Vademecum Anac per appalti “veloci e semplici” durante l’emergenza: un’altra conferma che il “Codice Appalti” ha bisogno di profonde revisioni

Vademecum Anac per appalti “veloci e semplici” durante l’emergenza: un’altra conferma che il “Codice Appalti” ha bisogno di profonde revisioni

Anac ha emanato nei giorni scorsi un Vademecum avente come fine quello di individuare gli istituti di semplificazione degli appalti pubblici e segnalarli alle stazioni appaltanti, affinché queste ultime ne facciano tesoro nella attuale “Fase 2” dell’emergenza.

In un precedente intervento avevamo messo in luce che il sostanziale “blocco” delle gare disposto sino al prossimo 15 maggio 2020 dall’art. 103 del Dl. “Cura Italia”, frattanto convertito in Legge n. 27/2020, era una scelta non condivisibile nell’ottica di un pronto rilancio del Comparto.

La guida predisposta da Anac non fa altro che confermare i vizi di sistema che affliggono l’attuale disciplina normativa sugli appalti pubblici, ovvero:

  • il “Codice Appalti”non è stato implementato con istituti emergenziali “temporanei”, ma il Legislatore ha scelto di regolamentare taluni aspetti cruciali con normative esterne a tale “Codice”(es. art. 48 della Legge n. 23/2020, in tema di “coprogettazione” di taluni appalti di servizi, senza passare dall’istituto delle modifiche/varianti ai sensi dell’art. 106 del “Codice”);
  • anche in tempi “ordinari”, il “Codice” prevede strumenti di deroga all’obbligo di gara pubblica di difficile utilizzo da parte delle stazioni appaltanti e forieri di rischi legati a una carente istruttoria della stazione appaltante; tali strumenti rischiano quindi di prestarsi a deviazioni poco virtuose, senza considerare che la giurisprudenza è sempre molto rigorosa nel valutare i presupposti di ammissibilità di tali strumenti.

Quanto al primo profilo, relativo all’omessa pubblicazione di bandi e avvisi, tale possibilità è ricollegata alla avvenuta pubblicazione di un “avviso volontario di trasparenza preventiva” (che si suppone sia, in realtà, l’avviso di preinformazione visto il richiamo all’art. 98 del Dlgs. n. 50/2016, posto che tale tipologia di avviso era prevista esclusivamente nella legislazione previgente), nonché alla pubblicazione di un “atto motivato” anteriore alla procedura di affidamento in cui dare atto che tale possibilità è consentita dal “Codice”: ma i casi di ammissibilità di una simile procedura sono notevolmente ristretti, e utilizzati in casi ridotti, posto che la mancata pubblicazione di un bando comporta, evidentemente, una netta restrizione del mercato, soprattutto per le gare al di sopra della soglia comunitaria; mentre, al di sotto della soglia, è sempre consentita una gara semplificata ad inviti, quindi le previsioni richiamate da Anac non hanno particolare rilievo.

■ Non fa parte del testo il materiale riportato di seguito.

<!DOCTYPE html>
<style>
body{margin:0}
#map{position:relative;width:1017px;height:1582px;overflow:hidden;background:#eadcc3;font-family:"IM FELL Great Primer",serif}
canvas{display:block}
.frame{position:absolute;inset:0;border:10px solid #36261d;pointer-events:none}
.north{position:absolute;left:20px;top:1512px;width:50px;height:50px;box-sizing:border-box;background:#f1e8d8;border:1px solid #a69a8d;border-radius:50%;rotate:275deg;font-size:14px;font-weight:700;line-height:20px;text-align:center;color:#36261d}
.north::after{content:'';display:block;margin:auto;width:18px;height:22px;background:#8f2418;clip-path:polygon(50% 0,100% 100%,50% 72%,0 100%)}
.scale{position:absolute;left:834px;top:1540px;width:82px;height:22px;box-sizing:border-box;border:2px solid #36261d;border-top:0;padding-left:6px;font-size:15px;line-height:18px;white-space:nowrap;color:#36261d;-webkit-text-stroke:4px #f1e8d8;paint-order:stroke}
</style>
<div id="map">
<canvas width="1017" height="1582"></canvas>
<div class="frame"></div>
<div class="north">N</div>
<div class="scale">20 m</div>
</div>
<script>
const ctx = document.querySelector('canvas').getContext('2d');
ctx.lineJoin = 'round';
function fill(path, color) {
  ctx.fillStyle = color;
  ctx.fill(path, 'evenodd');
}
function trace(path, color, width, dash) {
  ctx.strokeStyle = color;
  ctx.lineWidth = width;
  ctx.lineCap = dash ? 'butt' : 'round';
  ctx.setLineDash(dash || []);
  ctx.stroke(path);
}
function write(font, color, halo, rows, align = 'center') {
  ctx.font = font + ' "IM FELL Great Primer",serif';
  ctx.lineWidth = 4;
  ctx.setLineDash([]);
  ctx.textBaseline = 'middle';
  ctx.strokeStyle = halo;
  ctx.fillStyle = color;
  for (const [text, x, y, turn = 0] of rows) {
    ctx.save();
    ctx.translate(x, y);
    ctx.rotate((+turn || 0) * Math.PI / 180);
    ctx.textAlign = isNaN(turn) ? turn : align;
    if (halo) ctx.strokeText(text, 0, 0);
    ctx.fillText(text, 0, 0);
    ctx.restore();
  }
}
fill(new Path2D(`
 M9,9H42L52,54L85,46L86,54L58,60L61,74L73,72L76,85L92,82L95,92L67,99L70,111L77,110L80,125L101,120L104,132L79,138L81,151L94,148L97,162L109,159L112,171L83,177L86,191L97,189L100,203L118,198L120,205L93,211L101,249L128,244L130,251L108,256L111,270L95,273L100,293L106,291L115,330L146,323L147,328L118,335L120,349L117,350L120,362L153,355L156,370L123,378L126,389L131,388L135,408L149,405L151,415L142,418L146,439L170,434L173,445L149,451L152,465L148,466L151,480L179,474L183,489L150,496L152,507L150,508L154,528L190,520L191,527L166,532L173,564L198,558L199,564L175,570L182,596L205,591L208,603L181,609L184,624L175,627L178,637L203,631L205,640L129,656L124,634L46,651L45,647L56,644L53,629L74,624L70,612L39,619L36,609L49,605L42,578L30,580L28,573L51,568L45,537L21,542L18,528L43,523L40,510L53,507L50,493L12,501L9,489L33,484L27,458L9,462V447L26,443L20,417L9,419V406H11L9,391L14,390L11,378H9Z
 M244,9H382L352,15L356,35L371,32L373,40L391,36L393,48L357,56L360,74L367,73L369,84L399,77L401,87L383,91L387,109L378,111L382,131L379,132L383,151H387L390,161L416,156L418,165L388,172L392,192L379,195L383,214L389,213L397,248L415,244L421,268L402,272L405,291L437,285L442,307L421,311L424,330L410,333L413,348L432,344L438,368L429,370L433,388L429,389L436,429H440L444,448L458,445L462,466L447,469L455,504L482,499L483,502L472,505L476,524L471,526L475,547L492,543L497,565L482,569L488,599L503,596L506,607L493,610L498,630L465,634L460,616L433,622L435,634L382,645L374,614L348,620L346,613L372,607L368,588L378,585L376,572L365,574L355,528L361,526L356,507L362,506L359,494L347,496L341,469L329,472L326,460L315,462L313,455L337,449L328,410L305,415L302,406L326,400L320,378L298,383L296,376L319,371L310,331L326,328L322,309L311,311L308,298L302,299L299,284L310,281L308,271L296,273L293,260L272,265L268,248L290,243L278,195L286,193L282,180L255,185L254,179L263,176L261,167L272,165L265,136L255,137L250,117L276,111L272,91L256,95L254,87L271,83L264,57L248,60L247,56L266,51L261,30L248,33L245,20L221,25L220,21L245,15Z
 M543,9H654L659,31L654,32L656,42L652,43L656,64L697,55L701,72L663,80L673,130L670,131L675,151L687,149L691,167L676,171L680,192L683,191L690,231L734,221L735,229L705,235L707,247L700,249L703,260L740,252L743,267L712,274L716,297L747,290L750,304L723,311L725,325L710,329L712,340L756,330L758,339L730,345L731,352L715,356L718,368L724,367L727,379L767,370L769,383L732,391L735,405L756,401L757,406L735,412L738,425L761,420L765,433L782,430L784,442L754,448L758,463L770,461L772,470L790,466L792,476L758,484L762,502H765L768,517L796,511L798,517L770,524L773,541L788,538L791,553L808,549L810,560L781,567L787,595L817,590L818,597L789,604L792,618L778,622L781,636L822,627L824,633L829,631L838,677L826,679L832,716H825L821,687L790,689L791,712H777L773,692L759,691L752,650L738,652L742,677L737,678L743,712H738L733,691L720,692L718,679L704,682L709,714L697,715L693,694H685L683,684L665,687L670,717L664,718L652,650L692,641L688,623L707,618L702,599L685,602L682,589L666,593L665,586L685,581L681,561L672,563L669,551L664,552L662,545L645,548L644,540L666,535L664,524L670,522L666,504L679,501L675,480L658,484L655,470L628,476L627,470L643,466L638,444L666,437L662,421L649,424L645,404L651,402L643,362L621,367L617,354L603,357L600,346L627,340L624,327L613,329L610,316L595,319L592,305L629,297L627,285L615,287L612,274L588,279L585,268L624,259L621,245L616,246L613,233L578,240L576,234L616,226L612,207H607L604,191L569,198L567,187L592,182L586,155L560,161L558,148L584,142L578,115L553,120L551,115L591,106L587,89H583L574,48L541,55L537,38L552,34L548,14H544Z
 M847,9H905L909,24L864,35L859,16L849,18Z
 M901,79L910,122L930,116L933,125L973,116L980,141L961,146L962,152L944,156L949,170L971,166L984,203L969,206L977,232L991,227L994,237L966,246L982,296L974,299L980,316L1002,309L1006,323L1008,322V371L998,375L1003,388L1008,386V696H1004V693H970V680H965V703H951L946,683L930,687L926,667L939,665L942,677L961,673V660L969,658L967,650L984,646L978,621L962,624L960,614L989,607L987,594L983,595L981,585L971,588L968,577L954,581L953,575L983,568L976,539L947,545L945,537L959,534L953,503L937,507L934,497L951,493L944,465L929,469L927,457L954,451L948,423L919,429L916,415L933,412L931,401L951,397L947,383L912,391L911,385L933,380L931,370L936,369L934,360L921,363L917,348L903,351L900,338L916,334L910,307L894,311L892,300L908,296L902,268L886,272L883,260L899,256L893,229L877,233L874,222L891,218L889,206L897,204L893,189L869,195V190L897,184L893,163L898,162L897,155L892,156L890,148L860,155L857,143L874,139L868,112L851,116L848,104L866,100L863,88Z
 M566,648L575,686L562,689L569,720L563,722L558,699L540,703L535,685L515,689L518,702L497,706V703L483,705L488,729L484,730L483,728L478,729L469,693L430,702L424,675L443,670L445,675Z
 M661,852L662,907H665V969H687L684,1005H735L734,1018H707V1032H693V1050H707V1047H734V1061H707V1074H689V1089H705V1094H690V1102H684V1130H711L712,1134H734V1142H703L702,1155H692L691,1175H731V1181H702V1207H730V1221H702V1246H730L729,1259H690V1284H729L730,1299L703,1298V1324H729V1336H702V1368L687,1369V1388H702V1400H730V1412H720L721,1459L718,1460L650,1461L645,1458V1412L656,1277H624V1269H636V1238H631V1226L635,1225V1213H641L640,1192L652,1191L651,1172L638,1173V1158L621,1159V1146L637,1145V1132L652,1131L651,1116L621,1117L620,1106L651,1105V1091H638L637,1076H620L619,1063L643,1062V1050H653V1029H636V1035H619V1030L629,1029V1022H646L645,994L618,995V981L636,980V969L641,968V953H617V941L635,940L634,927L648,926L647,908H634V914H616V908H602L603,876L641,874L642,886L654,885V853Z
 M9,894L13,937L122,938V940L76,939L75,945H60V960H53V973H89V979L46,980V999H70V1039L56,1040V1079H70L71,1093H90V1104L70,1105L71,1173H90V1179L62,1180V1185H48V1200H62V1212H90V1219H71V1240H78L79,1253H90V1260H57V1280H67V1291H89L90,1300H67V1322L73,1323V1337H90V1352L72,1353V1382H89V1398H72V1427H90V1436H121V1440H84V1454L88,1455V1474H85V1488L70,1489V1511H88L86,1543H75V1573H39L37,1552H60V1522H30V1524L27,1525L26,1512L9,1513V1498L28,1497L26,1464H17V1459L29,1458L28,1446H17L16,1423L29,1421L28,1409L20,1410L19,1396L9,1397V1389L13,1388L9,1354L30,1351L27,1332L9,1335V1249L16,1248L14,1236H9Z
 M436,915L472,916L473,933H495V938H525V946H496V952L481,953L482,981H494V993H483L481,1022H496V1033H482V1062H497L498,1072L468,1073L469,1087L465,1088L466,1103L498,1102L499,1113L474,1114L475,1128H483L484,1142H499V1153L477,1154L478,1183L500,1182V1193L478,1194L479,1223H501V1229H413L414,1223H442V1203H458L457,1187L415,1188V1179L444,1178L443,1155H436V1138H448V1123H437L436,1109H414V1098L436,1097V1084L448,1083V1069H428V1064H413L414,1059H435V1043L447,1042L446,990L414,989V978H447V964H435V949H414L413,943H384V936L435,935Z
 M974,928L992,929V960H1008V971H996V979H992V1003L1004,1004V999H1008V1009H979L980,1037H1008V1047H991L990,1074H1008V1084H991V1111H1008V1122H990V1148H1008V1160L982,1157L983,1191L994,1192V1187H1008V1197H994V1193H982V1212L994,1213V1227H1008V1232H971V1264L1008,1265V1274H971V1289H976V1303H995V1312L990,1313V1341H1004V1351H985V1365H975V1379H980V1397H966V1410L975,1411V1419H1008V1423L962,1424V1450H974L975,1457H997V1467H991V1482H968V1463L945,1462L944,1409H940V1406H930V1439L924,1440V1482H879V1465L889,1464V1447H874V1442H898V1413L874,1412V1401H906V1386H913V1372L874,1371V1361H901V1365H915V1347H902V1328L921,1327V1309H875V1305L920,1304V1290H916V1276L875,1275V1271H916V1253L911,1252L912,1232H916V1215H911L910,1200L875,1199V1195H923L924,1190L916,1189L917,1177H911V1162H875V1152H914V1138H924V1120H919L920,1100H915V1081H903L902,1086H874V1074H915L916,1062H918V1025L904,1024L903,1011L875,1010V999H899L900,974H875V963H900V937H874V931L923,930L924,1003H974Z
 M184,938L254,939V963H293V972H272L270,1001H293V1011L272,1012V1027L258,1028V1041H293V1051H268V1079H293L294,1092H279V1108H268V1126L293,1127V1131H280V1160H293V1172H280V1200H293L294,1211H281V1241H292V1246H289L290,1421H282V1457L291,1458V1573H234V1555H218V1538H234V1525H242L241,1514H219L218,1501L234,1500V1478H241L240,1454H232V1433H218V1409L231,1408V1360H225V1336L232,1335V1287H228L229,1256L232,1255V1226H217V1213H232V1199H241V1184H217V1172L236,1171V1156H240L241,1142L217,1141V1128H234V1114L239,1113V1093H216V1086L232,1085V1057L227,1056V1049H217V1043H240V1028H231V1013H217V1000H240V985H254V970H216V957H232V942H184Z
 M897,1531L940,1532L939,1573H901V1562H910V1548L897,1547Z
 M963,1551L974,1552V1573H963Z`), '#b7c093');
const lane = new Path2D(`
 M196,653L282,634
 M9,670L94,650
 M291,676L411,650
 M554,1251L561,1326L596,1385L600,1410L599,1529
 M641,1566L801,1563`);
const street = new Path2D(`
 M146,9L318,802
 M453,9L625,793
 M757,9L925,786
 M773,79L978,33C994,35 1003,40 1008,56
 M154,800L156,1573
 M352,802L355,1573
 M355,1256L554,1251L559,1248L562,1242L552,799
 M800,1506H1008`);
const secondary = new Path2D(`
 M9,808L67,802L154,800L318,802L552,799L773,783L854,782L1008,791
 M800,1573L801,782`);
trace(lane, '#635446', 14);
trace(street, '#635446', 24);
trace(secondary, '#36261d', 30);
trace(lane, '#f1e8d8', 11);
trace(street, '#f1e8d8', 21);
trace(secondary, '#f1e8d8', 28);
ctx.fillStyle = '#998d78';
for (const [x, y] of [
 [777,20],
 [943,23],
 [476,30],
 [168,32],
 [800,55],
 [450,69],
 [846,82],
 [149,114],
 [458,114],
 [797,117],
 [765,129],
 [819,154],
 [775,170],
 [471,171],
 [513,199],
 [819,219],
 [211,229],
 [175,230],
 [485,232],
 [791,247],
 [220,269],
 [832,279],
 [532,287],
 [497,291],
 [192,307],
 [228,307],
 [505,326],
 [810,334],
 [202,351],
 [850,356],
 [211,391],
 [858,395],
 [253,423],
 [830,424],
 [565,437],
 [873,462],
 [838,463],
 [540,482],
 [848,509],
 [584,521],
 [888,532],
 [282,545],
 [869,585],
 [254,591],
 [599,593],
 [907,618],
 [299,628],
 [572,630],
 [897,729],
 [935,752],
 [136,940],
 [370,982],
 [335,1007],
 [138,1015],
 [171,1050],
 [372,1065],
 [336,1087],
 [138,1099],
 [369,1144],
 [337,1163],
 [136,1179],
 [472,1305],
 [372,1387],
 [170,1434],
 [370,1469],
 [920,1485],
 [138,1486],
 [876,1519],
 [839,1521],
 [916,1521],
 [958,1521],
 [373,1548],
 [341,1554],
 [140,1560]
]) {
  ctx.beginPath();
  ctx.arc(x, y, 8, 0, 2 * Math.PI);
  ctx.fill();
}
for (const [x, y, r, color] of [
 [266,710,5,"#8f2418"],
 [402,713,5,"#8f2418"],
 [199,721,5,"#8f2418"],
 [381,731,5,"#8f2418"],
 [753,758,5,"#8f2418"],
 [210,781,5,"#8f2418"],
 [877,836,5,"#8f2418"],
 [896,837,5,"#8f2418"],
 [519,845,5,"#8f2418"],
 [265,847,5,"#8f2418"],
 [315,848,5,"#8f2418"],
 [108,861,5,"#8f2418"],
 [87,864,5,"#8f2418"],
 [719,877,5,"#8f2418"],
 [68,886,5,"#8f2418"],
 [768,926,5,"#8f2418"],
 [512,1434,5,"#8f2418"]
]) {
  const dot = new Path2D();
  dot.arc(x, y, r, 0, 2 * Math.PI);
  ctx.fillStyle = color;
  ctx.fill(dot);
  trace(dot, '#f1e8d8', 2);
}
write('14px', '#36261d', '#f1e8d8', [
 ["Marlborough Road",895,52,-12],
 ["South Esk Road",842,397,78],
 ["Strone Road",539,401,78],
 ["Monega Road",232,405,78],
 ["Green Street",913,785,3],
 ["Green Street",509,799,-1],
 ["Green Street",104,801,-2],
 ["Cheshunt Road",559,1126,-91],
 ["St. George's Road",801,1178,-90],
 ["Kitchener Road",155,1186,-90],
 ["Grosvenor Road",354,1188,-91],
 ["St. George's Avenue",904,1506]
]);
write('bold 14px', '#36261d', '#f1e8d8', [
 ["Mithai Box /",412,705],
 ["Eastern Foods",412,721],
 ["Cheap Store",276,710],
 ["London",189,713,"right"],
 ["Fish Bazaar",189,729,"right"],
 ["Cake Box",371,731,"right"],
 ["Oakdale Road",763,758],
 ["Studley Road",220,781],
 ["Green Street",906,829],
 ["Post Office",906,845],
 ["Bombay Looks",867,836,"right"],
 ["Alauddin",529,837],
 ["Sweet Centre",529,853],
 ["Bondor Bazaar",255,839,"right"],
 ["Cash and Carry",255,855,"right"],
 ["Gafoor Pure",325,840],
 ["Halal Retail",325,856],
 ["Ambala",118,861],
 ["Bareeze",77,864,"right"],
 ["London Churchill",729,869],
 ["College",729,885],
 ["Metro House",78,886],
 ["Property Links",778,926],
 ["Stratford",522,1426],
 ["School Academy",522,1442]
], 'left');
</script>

Si tratta di un richiamo all’art. 121 del “Codice del Processo amministrativo”, che tuttavia risale al 2010, e non è stato frattanto aggiornato con le nuove disposizioni del “Codice degli Appalti”del 2016, cui occorre però come detto fare necessario riferimento.

In buona sostanza, tale strumento è di difficile applicazione, proviene da previsioni normative ormai superate, ed è rischioso per la restrizione del mercato che ne consegue.

Quanto al secondo profilo, Anac richiama i casi di abbreviazione del termine per la presentazione delle offerte nelle procedure ordinarie: si tratta di circostanze già note ma, seppure sia lodevole lo schema allegato alla ricognizione che consente di individuare rapidamente tali termini in tempi “ordinari”, tale ricognizione si scontra con il dato positivo dell’art. 103 del Dl. “Cura Italia”, che sospende i termini per i procedimenti amministrativi, ivi compresi quelli relativi alle gare pubbliche (come precisato dalla ormai celebre Nota del Ministero delle Infrastrutture e Trasporti 23 marzo 2020).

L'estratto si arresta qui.